> Available records
####

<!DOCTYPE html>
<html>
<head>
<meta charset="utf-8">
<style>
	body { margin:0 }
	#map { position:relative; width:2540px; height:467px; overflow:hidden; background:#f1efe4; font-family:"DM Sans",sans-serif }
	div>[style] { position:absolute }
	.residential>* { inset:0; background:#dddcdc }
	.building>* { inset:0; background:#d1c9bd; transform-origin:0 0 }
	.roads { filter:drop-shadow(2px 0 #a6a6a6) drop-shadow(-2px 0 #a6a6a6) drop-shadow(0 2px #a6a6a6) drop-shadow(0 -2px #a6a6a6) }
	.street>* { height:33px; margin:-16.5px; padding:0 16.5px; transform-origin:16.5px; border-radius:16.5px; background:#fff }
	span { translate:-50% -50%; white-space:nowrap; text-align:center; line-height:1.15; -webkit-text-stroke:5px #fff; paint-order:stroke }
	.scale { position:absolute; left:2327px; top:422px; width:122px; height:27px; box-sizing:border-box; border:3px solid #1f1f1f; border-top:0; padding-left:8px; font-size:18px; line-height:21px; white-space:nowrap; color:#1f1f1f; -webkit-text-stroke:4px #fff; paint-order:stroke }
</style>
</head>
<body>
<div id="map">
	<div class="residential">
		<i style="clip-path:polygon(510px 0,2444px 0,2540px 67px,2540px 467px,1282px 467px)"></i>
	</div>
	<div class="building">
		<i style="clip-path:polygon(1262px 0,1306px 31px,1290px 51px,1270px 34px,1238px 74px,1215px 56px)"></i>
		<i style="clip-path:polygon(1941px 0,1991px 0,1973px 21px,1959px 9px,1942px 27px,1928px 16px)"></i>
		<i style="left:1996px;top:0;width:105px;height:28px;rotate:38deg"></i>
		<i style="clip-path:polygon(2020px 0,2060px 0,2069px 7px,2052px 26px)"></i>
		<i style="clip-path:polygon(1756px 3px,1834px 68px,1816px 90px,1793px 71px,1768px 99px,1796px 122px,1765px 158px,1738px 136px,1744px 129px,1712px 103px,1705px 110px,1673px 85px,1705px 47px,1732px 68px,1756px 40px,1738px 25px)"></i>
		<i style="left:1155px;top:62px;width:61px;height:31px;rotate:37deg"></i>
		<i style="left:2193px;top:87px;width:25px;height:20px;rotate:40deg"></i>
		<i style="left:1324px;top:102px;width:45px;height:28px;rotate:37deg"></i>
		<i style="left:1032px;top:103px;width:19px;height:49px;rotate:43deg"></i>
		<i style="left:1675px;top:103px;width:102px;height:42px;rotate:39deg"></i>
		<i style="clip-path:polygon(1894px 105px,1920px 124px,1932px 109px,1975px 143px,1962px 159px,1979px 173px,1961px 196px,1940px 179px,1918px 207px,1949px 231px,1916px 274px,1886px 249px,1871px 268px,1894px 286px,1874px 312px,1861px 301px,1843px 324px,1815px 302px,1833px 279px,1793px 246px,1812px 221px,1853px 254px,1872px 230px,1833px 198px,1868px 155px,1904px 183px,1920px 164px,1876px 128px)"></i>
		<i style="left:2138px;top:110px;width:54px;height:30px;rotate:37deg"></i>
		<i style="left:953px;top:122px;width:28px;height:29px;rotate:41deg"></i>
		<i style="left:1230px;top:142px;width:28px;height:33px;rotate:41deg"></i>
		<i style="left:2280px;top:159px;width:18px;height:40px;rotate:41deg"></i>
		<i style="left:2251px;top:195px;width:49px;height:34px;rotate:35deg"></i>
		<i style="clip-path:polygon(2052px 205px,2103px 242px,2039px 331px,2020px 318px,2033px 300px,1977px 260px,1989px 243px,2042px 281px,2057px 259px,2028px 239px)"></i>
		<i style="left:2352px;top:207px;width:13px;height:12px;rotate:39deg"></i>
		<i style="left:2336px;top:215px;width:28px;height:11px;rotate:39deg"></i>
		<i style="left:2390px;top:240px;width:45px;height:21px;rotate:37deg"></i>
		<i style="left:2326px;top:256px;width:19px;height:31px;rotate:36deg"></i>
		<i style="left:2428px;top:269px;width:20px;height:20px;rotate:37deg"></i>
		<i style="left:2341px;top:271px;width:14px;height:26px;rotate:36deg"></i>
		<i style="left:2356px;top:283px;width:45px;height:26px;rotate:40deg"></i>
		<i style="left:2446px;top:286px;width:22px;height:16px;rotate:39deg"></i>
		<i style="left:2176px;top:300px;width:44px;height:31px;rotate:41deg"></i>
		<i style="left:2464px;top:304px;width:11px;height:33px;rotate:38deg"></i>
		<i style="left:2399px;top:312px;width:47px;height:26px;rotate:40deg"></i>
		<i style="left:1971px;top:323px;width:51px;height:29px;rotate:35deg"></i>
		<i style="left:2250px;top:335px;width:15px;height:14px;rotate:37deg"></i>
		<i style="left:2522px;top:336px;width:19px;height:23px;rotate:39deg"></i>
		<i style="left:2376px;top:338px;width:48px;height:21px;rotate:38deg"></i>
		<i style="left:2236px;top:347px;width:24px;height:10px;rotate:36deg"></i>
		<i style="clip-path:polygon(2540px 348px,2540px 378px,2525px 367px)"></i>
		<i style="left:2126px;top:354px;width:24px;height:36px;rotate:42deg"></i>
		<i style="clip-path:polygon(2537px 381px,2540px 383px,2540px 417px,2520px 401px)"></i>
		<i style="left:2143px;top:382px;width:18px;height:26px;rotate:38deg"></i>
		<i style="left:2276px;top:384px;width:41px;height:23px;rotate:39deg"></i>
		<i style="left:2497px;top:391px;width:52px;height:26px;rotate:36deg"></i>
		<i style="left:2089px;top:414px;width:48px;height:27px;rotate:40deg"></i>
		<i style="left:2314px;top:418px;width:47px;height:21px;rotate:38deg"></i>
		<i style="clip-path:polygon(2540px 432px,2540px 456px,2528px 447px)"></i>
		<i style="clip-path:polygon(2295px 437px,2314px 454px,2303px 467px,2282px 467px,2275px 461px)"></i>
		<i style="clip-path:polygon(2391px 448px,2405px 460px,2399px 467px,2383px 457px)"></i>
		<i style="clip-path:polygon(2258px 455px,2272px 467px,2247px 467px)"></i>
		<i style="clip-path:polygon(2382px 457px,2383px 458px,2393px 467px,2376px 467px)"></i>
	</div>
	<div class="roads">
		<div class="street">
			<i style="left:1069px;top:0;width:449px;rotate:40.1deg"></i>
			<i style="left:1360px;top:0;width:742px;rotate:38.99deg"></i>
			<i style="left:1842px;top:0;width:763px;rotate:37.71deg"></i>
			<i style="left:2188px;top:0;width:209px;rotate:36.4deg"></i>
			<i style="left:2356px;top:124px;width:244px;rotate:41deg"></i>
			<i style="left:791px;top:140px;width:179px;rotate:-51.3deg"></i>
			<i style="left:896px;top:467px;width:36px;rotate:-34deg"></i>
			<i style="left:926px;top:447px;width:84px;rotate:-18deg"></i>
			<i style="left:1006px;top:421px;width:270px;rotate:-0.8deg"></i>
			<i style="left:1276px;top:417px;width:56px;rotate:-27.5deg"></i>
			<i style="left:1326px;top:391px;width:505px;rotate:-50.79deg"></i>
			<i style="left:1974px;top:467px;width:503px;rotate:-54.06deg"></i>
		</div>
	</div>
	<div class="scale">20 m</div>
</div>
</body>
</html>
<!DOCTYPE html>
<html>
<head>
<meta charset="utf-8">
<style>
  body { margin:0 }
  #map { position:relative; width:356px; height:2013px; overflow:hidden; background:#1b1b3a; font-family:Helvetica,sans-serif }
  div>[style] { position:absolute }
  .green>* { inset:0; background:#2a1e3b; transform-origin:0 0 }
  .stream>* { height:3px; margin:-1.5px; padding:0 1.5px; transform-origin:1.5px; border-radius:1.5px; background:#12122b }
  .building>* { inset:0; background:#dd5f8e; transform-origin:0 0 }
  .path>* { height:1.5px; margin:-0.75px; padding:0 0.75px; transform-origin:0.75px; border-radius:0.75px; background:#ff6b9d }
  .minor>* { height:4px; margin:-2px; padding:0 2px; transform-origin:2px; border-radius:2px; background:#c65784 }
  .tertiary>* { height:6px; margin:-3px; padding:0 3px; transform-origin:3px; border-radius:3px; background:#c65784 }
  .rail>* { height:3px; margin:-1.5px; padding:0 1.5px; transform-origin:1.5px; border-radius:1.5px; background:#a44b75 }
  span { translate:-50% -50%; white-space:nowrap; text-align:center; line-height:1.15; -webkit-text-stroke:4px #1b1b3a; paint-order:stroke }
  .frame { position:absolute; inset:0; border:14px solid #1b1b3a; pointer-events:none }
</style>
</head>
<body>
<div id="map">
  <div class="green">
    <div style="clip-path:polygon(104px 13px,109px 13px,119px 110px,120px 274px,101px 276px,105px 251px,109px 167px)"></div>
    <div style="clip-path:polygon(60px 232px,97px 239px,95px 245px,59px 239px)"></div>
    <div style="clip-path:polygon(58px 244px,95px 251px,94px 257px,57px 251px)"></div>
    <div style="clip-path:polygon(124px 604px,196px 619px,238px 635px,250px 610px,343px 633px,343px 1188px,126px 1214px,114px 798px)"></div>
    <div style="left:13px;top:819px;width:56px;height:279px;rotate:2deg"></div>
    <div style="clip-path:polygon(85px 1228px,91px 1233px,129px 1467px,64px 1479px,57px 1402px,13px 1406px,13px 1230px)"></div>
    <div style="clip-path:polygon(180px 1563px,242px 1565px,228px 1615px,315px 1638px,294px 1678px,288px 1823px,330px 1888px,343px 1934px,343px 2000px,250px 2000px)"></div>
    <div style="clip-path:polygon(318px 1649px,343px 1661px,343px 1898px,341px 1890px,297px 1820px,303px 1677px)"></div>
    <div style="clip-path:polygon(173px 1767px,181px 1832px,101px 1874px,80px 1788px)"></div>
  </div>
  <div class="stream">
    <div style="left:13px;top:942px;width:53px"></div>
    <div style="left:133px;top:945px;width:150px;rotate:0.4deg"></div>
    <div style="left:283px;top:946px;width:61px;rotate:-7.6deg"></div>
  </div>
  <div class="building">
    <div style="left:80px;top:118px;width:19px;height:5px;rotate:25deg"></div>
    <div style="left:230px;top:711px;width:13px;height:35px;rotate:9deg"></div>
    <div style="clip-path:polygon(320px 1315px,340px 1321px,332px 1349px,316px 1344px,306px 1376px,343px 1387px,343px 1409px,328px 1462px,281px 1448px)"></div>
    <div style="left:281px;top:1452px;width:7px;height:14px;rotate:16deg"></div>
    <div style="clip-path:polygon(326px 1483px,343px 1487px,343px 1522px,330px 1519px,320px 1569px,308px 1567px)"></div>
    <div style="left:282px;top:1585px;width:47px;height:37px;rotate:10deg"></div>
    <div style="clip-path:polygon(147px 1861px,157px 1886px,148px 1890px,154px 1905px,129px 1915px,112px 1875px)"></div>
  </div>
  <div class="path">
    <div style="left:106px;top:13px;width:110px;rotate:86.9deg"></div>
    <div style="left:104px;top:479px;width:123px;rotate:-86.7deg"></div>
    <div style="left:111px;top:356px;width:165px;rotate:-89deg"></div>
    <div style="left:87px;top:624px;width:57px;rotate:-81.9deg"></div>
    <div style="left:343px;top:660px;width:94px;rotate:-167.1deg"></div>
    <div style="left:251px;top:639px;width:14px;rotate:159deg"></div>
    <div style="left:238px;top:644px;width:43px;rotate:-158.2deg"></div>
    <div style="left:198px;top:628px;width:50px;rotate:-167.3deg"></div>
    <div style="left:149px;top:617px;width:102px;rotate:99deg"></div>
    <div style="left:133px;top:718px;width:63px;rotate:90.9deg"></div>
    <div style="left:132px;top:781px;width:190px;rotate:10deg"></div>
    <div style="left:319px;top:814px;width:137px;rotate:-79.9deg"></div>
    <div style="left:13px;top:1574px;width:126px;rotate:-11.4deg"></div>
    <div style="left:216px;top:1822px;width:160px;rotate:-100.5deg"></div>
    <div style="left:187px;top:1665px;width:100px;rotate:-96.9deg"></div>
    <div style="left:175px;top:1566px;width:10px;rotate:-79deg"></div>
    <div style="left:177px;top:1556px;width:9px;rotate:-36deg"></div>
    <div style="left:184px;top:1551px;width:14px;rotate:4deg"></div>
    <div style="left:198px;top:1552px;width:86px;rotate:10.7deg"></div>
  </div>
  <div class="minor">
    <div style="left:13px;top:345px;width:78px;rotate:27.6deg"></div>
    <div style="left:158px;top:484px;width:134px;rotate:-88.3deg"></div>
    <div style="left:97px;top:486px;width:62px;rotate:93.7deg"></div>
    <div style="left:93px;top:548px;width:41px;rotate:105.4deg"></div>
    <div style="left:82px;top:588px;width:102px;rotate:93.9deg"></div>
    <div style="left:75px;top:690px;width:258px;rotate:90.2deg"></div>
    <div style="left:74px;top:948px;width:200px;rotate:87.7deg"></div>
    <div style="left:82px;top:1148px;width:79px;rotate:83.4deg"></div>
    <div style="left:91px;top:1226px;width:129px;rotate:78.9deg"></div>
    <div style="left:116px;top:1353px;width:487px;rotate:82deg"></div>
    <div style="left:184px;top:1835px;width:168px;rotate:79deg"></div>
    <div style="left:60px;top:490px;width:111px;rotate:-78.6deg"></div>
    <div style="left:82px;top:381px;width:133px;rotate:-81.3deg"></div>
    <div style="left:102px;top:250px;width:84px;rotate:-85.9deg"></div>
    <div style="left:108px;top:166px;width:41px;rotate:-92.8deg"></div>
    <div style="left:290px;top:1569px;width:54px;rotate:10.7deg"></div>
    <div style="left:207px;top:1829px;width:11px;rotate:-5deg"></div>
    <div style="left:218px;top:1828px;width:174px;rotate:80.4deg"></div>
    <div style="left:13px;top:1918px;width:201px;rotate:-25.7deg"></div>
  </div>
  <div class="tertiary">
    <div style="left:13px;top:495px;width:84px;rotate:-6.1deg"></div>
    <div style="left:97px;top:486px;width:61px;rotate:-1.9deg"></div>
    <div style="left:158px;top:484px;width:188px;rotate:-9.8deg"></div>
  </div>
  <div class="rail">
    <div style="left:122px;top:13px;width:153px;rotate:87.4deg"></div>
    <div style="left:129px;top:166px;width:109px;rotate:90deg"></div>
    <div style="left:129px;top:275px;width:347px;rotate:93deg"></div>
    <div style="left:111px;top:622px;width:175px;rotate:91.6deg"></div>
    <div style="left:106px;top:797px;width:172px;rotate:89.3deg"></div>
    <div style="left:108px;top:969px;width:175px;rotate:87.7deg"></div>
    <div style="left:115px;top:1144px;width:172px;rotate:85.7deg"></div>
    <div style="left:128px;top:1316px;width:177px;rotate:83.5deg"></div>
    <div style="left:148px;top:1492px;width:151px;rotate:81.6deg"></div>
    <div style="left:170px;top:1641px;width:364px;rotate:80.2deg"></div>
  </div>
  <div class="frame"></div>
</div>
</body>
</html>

####

> Exercise description
Everything above from the line containing "transform-origin:1.5px; border-radius:1.5px; background:#12122b" down to the line containing "height:1.5px; margin:-0.75px; padding:0" should be copied exactly, both end lines included, and nothing else.

> Solution for this task
  .stream>* { height:3px; margin:-1.5px; padding:0 1.5px; transform-origin:1.5px; border-radius:1.5px; background:#12122b }
  .building>* { inset:0; background:#dd5f8e; transform-origin:0 0 }
  .path>* { height:1.5px; margin:-0.75px; padding:0 0.75px; transform-origin:0.75px; border-radius:0.75px; background:#ff6b9d }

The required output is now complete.